Additional information in relation to the consideration paid for QPS is set out in section 4 above (entitled 'QPS and Skillwise Consulting Limited'). 

The Company has also set out additional information about the acquisition of UK Sun in section 3 above (entitled 'Relationship with TMC'). The consideration for the acquisition of UK Sun on 2 December 2011 was the early settlement of certain earn-out consideration arising from an earlier contract (the Earnout Target, described above). The current Board believes that it is possible that the Company's shareholders may have assumed that the achievement of the Earnout Target was assessed by taking account only of trading revenues. The Company clarifies that, as described above, pursuant to the contractual arrangements between the parties, certain non-trading revenues of TMC contributed to the achievement of the Earnout Target, including revenues earned by TMC from the sale of Utility Switch Limited ("USL") and Utility Supplier Services Limited ("USSL") to the Group in 2011 for £600,000 and £150,000 respectively. USSL was a non-trading company that had recently been incorporated. 

The goodwill recognised on the acquisition of UK Sun, USL and USSL, amounting in aggregate to £3.8 million, has been written off in full.

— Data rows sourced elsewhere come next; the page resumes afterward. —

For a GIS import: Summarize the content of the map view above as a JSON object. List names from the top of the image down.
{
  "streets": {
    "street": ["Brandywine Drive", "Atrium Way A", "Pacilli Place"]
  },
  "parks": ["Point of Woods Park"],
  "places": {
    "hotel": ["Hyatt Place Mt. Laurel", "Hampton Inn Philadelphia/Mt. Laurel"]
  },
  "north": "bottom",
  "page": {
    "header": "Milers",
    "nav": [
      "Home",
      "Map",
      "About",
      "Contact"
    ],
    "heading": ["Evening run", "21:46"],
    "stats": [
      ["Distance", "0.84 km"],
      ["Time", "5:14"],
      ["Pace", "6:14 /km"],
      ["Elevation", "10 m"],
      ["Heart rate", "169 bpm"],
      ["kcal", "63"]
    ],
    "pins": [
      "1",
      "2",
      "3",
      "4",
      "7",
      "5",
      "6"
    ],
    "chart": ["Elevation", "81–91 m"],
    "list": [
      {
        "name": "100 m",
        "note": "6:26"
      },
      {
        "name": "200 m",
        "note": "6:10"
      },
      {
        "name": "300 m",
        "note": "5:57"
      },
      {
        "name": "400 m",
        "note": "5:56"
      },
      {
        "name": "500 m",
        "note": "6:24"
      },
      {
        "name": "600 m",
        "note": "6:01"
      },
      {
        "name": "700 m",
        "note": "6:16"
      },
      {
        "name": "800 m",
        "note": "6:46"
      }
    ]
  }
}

As explained in section 3 above (entitled 'Relationship with TMC'), in July 2012, Mr Ford sold to the Group 51% of a business which was subsequently renamed BEUK (together with an option to purchase a 51% interest in certain other companies), for a stated consideration of £1,750,000. The Company has been unable to confirm the basis on which the Board at that time might have concluded that this price was supported by the value of the assets of BEUK (although it is possible that there was an intention at that time to transfer further businesses or assets into BEUK). For completeness, the Company also notes that, at the same time, Mr Ford had agreed to subscribe for 1,333,333 Ordinary Shares for £1,750,000. Accordingly, the Company did not make a payment of £1,750,000 to Mr Ford for the 51% interest in BEUK. In the event, the Company did not allot 1,333,333 Ordinary Shares to Mr Ford and, instead, the Company treated 1,333,333 Ordinary Shares as being transferred to Mr Ford from the TMC share trading facility described above. The Company realised a gain of £1.41m on that transaction, which has since been reversed as part of the adjustments referred to above. 

In 2013, the Group acquired the remaining 49% of BEUK in connection with the acquisition of QPS. The consideration paid for the remaining 49% of BEUK is described in section 4 above, entitled 'QPS and Skillwise Consulting Limited'. The goodwill recognised on the acquisition of BEUK of £13.88m (of which £8.08m related to deferred Ordinary Shares which are no longer issuable) has been written off in full.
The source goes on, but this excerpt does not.